But Circuit Court Judge Judith W. Rogers, writing for the panel, said that because the Deeming Rule was later ratified by then-FDA Commissioner Scott Gottlieb in 2019, any defect in the regulation was cured. The panel rejected all arguments against Gottlieb’s after-the-fact endorsement of the rule.

The vapor industry appellants had also challenged the Deeming Rule on First Amendment grounds, asserting that claims by vape shop employees about the relative safety of vaping cannot be preemptively censored by speech limitations imposed by the FDA's "modified risk" approval requirements.

In the original decision, Judge Cooper said that he was bound by precedent set by the 2019 U.S. Circuit Court of Appeals decision in the Nicopure Labs LLC vs FDA appeal.
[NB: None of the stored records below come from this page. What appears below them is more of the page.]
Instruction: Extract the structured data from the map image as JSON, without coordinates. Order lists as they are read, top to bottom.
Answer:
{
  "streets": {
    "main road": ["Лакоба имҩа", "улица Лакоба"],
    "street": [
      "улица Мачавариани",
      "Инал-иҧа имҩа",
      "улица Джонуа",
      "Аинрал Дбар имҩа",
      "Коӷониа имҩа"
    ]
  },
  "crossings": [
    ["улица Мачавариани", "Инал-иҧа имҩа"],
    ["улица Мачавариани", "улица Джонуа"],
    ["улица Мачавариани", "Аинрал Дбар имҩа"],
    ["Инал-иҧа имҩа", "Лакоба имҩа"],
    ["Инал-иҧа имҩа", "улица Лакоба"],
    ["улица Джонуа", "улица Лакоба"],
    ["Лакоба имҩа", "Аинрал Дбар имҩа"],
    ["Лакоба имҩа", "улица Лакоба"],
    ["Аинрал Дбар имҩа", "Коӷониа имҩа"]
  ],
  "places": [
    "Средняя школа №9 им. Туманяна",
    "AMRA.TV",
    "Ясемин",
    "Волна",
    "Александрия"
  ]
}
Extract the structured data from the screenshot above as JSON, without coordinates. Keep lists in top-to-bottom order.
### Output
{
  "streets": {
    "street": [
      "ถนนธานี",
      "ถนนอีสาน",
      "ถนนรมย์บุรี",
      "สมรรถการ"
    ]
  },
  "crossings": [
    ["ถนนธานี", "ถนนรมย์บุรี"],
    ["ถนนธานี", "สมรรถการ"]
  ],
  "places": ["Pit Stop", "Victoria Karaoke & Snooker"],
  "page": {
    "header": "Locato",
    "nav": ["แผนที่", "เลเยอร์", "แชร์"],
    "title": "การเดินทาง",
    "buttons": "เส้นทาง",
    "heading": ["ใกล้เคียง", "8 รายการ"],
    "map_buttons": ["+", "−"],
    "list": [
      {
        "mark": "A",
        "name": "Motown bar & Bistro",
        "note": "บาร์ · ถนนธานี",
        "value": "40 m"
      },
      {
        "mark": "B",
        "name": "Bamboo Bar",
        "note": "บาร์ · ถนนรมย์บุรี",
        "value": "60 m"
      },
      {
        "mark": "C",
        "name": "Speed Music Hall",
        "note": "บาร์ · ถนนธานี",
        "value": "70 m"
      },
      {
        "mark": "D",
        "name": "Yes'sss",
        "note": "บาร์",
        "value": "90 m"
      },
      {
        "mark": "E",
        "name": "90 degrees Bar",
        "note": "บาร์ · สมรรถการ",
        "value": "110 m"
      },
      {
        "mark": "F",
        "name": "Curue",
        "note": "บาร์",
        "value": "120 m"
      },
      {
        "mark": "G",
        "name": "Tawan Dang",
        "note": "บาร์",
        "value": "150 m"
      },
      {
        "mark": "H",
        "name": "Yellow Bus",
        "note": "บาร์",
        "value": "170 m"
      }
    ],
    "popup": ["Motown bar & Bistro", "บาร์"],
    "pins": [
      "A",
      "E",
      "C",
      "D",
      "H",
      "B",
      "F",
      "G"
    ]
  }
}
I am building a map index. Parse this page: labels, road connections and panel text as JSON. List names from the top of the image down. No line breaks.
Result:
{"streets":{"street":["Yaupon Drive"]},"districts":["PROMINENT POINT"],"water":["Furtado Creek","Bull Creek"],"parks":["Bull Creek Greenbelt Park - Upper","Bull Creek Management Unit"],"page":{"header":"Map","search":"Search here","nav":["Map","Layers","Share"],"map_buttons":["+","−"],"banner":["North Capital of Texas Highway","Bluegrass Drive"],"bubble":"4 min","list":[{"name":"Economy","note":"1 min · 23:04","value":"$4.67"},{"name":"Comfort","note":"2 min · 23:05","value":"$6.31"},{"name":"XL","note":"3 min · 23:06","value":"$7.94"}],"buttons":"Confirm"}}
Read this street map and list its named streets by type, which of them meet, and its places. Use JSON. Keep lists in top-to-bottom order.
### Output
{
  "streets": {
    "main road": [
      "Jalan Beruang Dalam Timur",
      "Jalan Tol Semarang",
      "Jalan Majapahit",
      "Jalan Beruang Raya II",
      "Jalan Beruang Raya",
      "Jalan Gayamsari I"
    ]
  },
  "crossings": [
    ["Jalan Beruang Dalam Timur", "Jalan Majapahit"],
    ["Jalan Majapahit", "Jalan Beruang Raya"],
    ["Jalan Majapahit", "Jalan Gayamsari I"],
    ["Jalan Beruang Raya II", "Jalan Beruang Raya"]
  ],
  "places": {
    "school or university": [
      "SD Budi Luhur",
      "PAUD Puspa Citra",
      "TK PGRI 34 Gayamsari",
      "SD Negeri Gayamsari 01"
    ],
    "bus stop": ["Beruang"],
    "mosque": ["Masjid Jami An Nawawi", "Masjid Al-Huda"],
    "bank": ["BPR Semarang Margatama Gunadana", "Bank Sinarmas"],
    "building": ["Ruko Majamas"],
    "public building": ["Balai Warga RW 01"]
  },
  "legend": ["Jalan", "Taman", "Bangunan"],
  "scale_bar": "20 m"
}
In that case, the appeals court agreed with the original 2017 district court decision, in which Judge Amy Berman Jackson found that the FDA's speech restrictions on the vaping industry were appropriate.

Today, Judge Rogers also said the argument was “foreclosed” to the appellants, meaning that precedent set in the Nicopure Labs decision prevented further consideration of the First Amendment claim.

The three appeals court judges were appointed by three different Presidents: Judge Rogers by Bill Clinton, Judge David B. Sentelle by Ronald Reagan, and Judge Cornelia T.L. Pillard by Barack Obama.

Vaping360 reported in September on oral arguments before the circuit court.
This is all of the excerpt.